Merriam Webster’s dictionary defines “perseverance” as the quality that allows someone to continue trying to do something even though it is difficult. As lawyers, we are the voice of our clients. We stand up for their rights and we persist in spite of obstacles, difficulties, and discouragement. Clients come to us during their greatest needs and most vulnerable times. So when obstacles, difficulties, and discouragement block their pathways, it is us, their lawyers, who persist and push through the challenges. But our clients, too, must persist.
Car crashes, work injuries, slip, and fall incidents, sometimes resulting in wrongful death can derail us physically, mentally, financially, emotionally. We have to find the strength within to pick up the pieces and move forward.
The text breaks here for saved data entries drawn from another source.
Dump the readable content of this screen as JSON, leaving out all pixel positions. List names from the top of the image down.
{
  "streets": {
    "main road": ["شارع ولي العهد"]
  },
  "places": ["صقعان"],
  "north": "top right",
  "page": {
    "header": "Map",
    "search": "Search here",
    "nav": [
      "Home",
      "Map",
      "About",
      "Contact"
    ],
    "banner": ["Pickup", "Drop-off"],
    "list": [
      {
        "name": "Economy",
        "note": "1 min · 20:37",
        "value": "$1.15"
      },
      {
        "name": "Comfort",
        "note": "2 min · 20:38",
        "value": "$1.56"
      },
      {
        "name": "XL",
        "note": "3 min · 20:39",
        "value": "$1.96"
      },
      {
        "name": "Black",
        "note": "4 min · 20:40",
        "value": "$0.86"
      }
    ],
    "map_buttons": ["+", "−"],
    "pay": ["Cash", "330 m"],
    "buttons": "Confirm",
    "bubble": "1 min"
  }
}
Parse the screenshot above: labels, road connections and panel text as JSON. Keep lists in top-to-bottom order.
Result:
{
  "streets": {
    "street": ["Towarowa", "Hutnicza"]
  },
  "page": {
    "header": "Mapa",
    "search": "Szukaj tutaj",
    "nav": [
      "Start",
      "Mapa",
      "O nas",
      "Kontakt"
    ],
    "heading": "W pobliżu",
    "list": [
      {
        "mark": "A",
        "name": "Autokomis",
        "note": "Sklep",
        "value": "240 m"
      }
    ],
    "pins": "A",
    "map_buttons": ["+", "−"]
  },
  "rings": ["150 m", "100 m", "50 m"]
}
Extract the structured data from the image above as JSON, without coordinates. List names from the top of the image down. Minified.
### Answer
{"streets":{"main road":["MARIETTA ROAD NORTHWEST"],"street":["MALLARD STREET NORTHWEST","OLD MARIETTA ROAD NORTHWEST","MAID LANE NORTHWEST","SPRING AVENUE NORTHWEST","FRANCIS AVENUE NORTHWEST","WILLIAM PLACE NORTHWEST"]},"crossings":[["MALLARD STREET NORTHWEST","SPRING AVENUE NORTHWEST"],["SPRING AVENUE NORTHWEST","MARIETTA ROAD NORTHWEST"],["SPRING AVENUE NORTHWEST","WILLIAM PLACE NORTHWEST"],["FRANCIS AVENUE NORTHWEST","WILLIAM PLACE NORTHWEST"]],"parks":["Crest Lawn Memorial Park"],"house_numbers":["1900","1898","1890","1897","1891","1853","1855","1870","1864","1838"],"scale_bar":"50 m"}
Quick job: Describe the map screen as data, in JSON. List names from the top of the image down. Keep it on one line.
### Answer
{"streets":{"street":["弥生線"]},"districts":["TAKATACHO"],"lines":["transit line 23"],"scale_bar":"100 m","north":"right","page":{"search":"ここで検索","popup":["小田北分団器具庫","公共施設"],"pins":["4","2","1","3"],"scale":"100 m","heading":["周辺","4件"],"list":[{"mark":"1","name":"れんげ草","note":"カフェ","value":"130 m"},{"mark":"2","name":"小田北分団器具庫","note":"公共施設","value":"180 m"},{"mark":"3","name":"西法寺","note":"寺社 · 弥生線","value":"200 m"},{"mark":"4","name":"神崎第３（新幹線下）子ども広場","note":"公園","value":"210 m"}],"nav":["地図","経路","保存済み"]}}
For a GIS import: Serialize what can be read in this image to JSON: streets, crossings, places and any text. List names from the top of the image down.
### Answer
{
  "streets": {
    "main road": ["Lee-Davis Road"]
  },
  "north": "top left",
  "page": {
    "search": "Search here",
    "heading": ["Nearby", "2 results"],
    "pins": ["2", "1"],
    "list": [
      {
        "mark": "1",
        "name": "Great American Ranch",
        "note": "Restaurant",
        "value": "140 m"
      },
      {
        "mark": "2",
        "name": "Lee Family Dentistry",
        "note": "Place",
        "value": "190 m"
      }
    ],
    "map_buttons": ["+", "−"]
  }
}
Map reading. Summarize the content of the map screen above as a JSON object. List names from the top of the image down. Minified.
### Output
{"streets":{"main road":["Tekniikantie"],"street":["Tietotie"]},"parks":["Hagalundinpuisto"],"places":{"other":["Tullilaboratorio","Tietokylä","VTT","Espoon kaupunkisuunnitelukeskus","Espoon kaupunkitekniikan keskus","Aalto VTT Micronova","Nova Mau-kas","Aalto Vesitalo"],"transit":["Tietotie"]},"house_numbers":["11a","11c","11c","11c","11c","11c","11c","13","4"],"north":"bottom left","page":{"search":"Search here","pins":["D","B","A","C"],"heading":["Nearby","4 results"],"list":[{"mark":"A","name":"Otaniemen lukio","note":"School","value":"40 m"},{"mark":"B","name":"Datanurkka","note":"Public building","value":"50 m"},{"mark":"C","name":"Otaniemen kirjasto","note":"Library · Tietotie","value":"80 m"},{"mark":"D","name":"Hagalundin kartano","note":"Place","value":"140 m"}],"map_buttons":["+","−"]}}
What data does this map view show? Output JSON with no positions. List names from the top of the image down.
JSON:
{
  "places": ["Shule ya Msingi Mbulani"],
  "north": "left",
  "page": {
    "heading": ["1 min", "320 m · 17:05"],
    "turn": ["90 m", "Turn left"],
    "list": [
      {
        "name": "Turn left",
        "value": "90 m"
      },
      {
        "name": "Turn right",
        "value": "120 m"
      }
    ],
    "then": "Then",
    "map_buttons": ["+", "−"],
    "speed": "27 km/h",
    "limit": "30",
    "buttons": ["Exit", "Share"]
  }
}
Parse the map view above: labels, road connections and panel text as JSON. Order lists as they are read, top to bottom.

When we are injured because another chose to disobey the law or made a bad decision, we have to persist in adhering to a course of action that leads us to health, healing, and well being. But not always is this the case. People do not always take responsibility or pay the consequences for their actions. These inactions present obstacles in our paths, and so enter the trial lawyer.
Our client endured the worst loss – she lost her husband because someone would not take responsibility and pay the consequence for her actions. So as a result our client pushed on through four years of seemingly endless litigation leading to trial. Just as with life, there is no certainty with trial. The defense threw everything they could to confuse or mislead the jury, insult the witnesses or convince the judge to see things through their dark glasses. And we as the plaintiffs’ lawyers had to fight through it all. Many late, late nights and early, early mornings were spent strategizing, analyzing, and anticipating their next move all the while questioning whether we made sure we diffused the confusion and did enough to show the jury the errors of their ways. It was moments like these where our client persevered – she just kept on keeping on, and that was enough motivation for us to power forward.
There’s an old adage that says you can’t defeat a man (or woman) who refuses to quit, and it’s as true today as when the words were first uttered. Not every trial is won, not every client overcomes the obstacles. But what is constant is our power of perseverance – our conviction to keep on keeping on in the face of difficulties and challenging circumstances and our resolve never to quit. That’s what makes a good lawyer a great lawyer.